X_train, X_test, y_train, y_test = train_test_split(X, y, test_size=0.25, random_state=7, stratify=y)

risk_model = RandomForestClassifier(n_estimators=200, max_depth=6, random_state=7)
risk_model.fit(X_train, y_train)
print("Accuracy:", risk_model.score(X_test, y_test))


In [None]:
risk_model.save(session=session,
                 name="BORROWER_RISK_MODEL",
                 version_name="v1",
                 replace=True)

risk_probs = risk_model.predict_proba(X_test.head(5))[:, 1]
pd.DataFrame({
    "CUSTOMER_ID": risk_pd.iloc[X_test.head(5).index]["CUSTOMER_ID"],
    "P_DEFAULT": risk_probs
})


## 3. Collections Promise-to-Pay Success


In [None]:
collections_sf = session.sql(
    f"""
    SELECT
        l.loan_id,
        l.delinquency_bucket,
        l.outstanding_principal,
        COUNT(DISTINCT p.payment_id) AS payment_count,
        AVG(p.amount) AS avg_payment,
        COUNT_IF(c.promise_to_pay_date IS NOT NULL) AS ptp_events,
        COUNT_IF(c.outcome = 'PAYMENT_MADE') AS immediate_payments,
        MAX(CASE WHEN c.promise_to_pay_date IS NOT NULL THEN 1 ELSE 0 END) AS target_ptp
    FROM {DATABASE}.{SCHEMA}.LOAN_ACCOUNTS l
    LEFT JOIN {DATABASE}.{SCHEMA}.PAYMENT_HISTORY p ON l.loan_id = p.loan_id
    LEFT JOIN {DATABASE}.{SCHEMA}.COLLECTION_EVENTS c ON l.loan_id = c.loan_id
    WHERE l.servicing_status <> 'CHARGED_OFF'
    GROUP BY 1,2,3
    HAVING payment_count > 0
    """
)

collections_pd = collections_sf.to_pandas()
collections_pd.head()


In [None]:
collections_features = pd.get_dummies(collections_pd, columns=["DELINQUENCY_BUCKET"], dummy_na=True)
feature_cols = [col for col in collections_features.columns if col.startswith("DELINQUENCY_BUCKET_")]
feature_cols += ["OUTSTANDING_PRINCIPAL", "PAYMENT_COUNT", "AVG_PAYMENT", "PTP_EVENTS", "IMMEDIATE_PAYMENTS"]

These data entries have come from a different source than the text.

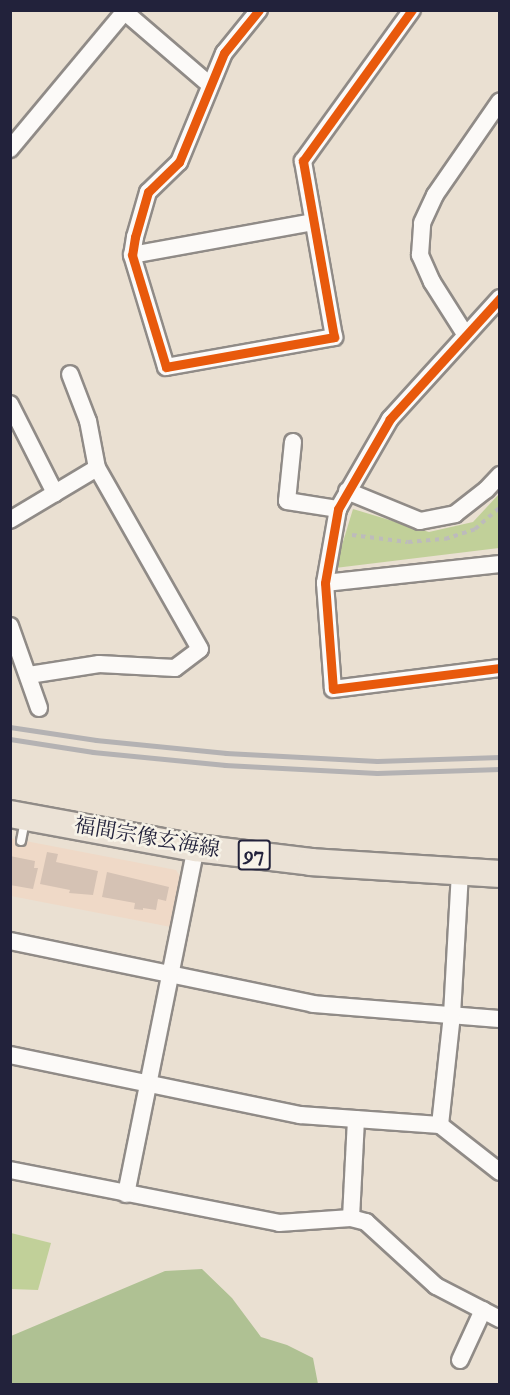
<!DOCTYPE html>
<meta charset="utf-8">
<style>
body{margin:0}
#map{position:relative;width:510px;height:1395px;overflow:hidden;background:#eae0d2;font-family:"IM FELL DW Pica","Noto Serif JP",serif}
div>[style]{position:absolute}
[style*='--x']{left:calc(var(--x)*1px);top:calc(var(--y)*1px);width:calc(var(--w)*1px);rotate:calc(var(--a)*1deg)}
.built>*{inset:0;background:#efd9c7}
.green>*{inset:0;background:#c1d099}
.forest>*{inset:0;background:#afc193}
.building>*{inset:0;background:#d5c2b4}
.path>*{height:4px;margin-top:-2px;transform-origin:0;background:repeating-linear-gradient(90deg,#bdbbbb 0 4.5px,transparent 0 9px)}
.roads{filter:drop-shadow(2px 0 #908b87) drop-shadow(-2px 0 #908b87) drop-shadow(0 2px #908b87) drop-shadow(0 -2px #908b87)}
.service>*{height:8px;margin:-4px;padding:0 4px;transform-origin:4px;border-radius:4px;background:#fcfaf8}
.minor>*{height:16px;margin:-8px;padding:0 8px;transform-origin:8px;border-radius:8px;background:#fcfaf8}
.primary>*{height:26px;margin:-13px;padding:0 13px;transform-origin:13px;border-radius:13px;background:#ebe2d6}
.rail>*{height:4.5px;margin:-2.25px;padding:0 2.25px;transform-origin:2.25px;border-radius:2.25px;background:#b4b2b3}
.cycleway>*{height:9px;margin:-4.5px;padding:0 4.5px;transform-origin:4.5px;border-radius:4.5px;background:#e8590c}
span{translate:-50% -50%;white-space:nowrap;text-align:center;line-height:1.15;-webkit-text-stroke:5px #f7f3e8;paint-order:stroke}
.shield-label span{padding:2px 4px;background:#f7f3e8;border:2px solid;border-radius:4px;-webkit-text-stroke-width:0}
.shield-label{font-size:20px;color:#22223b;font-weight:700}
.street-label{font-size:21px;color:#22223b}
.frame{position:absolute;inset:0;border:12px solid #22223b;pointer-events:none}
</style>
<div id="map">
<div class="built">
<div style="clip-path:polygon(10px 838px,176px 870px,182px 879px,171px 927px,11px 896px)"></div>
</div>
<div class="green">
<div style="clip-path:polygon(499px 494px,499px 548px,335px 568px,353px 509px,429px 532px,473px 522px)"></div>
<div style="clip-path:polygon(11px 1233px,51px 1243px,38px 1290px,11px 1289px)"></div>
</div>
<div class="forest">
<div style="clip-path:polygon(202px 1269px,232px 1298px,261px 1337px,287px 1345px,313px 1358px,318px 1384px,11px 1384px,11px 1336px,165px 1271px)"></div>
</div>
<div class="building">
<div style="clip-path:polygon(47px 852px,58px 854px,56px 862px,98px 871px,93px 895px,69px 893px,70px 890px,40px 884px)"></div>
<div style="clip-path:polygon(10px 856px,35px 861px,34px 868px,38px 868px,33px 889px,10px 885px)"></div>
<div style="clip-path:polygon(107px 872px,169px 887px,166px 901px,158px 899px,156px 910px,143px 908px,143px 910px,134px 909px,135px 903px,102px 897px)"></div>
</div>
<div class="path">
<div style="--x:352;--y:535;--w:56;--a:7.1"></div>
<div style="--x:408;--y:542;--w:37;--a:-5"></div>
<div style="--x:445;--y:539;--w:32;--a:-18"></div>
<div style="--x:475;--y:529;--w:33;--a:-41"></div>
</div>
<div class="roads">
<div class="service">
<div style="--x:21;--y:841;--w:21;--a:-79"></div>
</div>
<div class="minor">
<div style="--x:259;--y:10;--w:55;--a:129.1"></div>
<div style="--x:224;--y:53;--w:118;--a:112.4"></div>
<div style="--x:179;--y:162;--w:43;--a:135.9"></div>
<div style="--x:148;--y:192;--w:47;--a:106.1"></div>
<div style="--x:135;--y:237;--w:18;--a:99"></div>
<div style="--x:132;--y:255;--w:117;--a:73.1"></div>
<div style="--x:166;--y:367;--w:171;--a:-10.1"></div>
<div style="--x:334;--y:337;--w:179;--a:-100"></div>
<div style="--x:303;--y:161;--w:186;--a:-54.2"></div>
<div style="--x:125;--y:12;--w:112;--a:40.7"></div>
<div style="--x:10;--y:149;--w:181;--a:-50.2"></div>
<div style="--x:132;--y:255;--w:184;--a:-10.3"></div>
<div style="--x:500;--y:298;--w:164;--a:132.3"></div>
<div style="--x:390;--y:419;--w:104;--a:120"></div>
<div style="--x:338;--y:509;--w:75;--a:100"></div>
<div style="--x:325;--y:583;--w:106;--a:85.7"></div>
<div style="--x:333;--y:689;--w:168;--a:-7.2"></div>
<div style="--x:465;--y:334;--w:62;--a:-122.4"></div>
<div style="--x:432;--y:282;--w:30;--a:-114"></div>
<div style="--x:420;--y:255;--w:32;--a:-86"></div>
<div style="--x:422;--y:223;--w:31;--a:-65"></div>
<div style="--x:435;--y:195;--w:114;--a:-55.3"></div>
<div style="--x:10;--y:404;--w:100;--a:63.2"></div>
<div style="--x:293;--y:442;--w:59;--a:95.8"></div>
<div style="--x:287;--y:501;--w:52;--a:8.9"></div>
<div style="--x:347;--y:491;--w:79;--a:22.3"></div>
<div style="--x:420;--y:521;--w:36;--a:-11"></div>
<div style="--x:455;--y:514;--w:39;--a:-38"></div>
<div style="--x:486;--y:490;--w:21;--a:-47"></div>
<div style="--x:10;--y:520;--w:101;--a:-30.9"></div>
<div style="--x:325;--y:583;--w:176;--a:-6.2"></div>
<div style="--x:10;--y:626;--w:87;--a:70.5"></div>
<div style="--x:29;--y:675;--w:71;--a:-8.9"></div>
<div style="--x:99;--y:664;--w:76;--a:3"></div>
<div style="--x:175;--y:668;--w:31;--a:-37"></div>
<div style="--x:200;--y:649;--w:208;--a:-119.6"></div>
<div style="--x:97;--y:468;--w:48;--a:-100.8"></div>
<div style="--x:88;--y:421;--w:50;--a:-111"></div>
<div style="--x:10;--y:941;--w:309;--a:11.7"></div>
<div style="--x:313;--y:1004;--w:188;--a:4.6"></div>
<div style="--x:10;--y:1055;--w:296;--a:11.7"></div>
<div style="--x:300;--y:1115;--w:140;--a:4.1"></div>
<div style="--x:440;--y:1125;--w:76;--a:38.1"></div>
<div style="--x:440;--y:1125;--w:111;--a:-83.8"></div>
<div style="--x:452;--y:1015;--w:142;--a:-86.8"></div>
<div style="--x:10;--y:1170;--w:274;--a:11.1"></div>
<div style="--x:279;--y:1223;--w:72;--a:-4"></div>
<div style="--x:351;--y:1218;--w:16;--a:15"></div>
<div style="--x:366;--y:1222;--w:95;--a:42.4"></div>
<div style="--x:436;--y:1286;--w:72;--a:27.3"></div>
<div style="--x:126;--y:1194;--w:353;--a:-78.6"></div>
<div style="--x:351;--y:1218;--w:99;--a:-87.1"></div>
<div style="--x:460;--y:1360;--w:55;--a:-65.3"></div>
</div>
<div class="primary">
<div style="--x:10;--y:814;--w:189;--a:10.4"></div>
<div style="--x:196;--y:848;--w:116;--a:6.9"></div>
<div style="--x:311;--y:862;--w:189;--a:3.6"></div>
</div>
</div>
<div class="rail">
<div style="--x:10;--y:727;--w:87;--a:8.6"></div>
<div style="--x:96;--y:740;--w:131;--a:5.7"></div>
<div style="--x:226;--y:753;--w:151;--a:3"></div>
<div style="--x:377;--y:761;--w:123;--a:-1.9"></div>
<div style="--x:10;--y:739;--w:84;--a:8.9"></div>
<div style="--x:93;--y:752;--w:133;--a:5.6"></div>
<div style="--x:225;--y:765;--w:152;--a:3"></div>
<div style="--x:377;--y:773;--w:123;--a:-1.9"></div>
</div>
<div class="cycleway">
<div style="--x:259;--y:10;--w:55;--a:129.1"></div>
<div style="--x:224;--y:53;--w:118;--a:112.4"></div>
<div style="--x:179;--y:162;--w:43;--a:135.9"></div>
<div style="--x:148;--y:192;--w:47;--a:106.1"></div>
<div style="--x:135;--y:237;--w:18;--a:99"></div>
<div style="--x:132;--y:255;--w:117;--a:73.1"></div>
<div style="--x:166;--y:367;--w:171;--a:-10.1"></div>
<div style="--x:334;--y:337;--w:179;--a:-100"></div>
<div style="--x:303;--y:161;--w:186;--a:-54.2"></div>
<div style="--x:500;--y:298;--w:164;--a:132.3"></div>
<div style="--x:390;--y:419;--w:104;--a:120"></div>
<div style="--x:338;--y:509;--w:75;--a:100"></div>
<div style="--x:325;--y:583;--w:106;--a:85.7"></div>
<div style="--x:333;--y:689;--w:168;--a:-7.2"></div>
</div>
<div class="shield-label">
<span style="left:254px;top:855px">97</span>
</div>
<div class="street-label">
<span style="left:147px;top:838px;rotate:10deg">福間宗像玄海線</span>
</div>
<div class="frame"></div>
</div>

X = collections_features[feature_cols]
y = collections_features["TARGET_PTP"]

X_train, X_test, y_train, y_test = train_test_split(X, y, test_size=0.3, random_state=11, stratify=y)

ptp_model = LogisticRegression(max_iter=200)
ptp_model.fit(X_train, y_train)
print("ROC-AUC:", ptp_model.score(X_test, y_test))


In [None]:
ptp_model.save(session=session,
                name="COLLECTION_SUCCESS_MODEL",
                version_name="v1",
                replace=True)

ptp_scores = ptp_model.predict_proba(X_test.head(5))[:, 1]
pd.DataFrame({
    "LOAN_ID": collections_pd.iloc[X_test.head(5).index]["LOAN_ID"],
    "P_PROMISE_TO_PAY": ptp_scores
})


### Notebook Completion

After all cells run successfully:

1. Confirm the three models (`PAYMENT_VOLUME_FORECASTER`, `BORROWER_RISK_MODEL`, `COLLECTION_SUCCESS_MODEL`) exist in the Snowflake Model Registry.
2. Execute `sql/ml/07_create_model_wrapper_functions.sql` to expose them as stored procedures.
3. Re-run `sql/agent/08_create_intelligence_agent.sql` if you want the agent to immediately reference the refreshed models.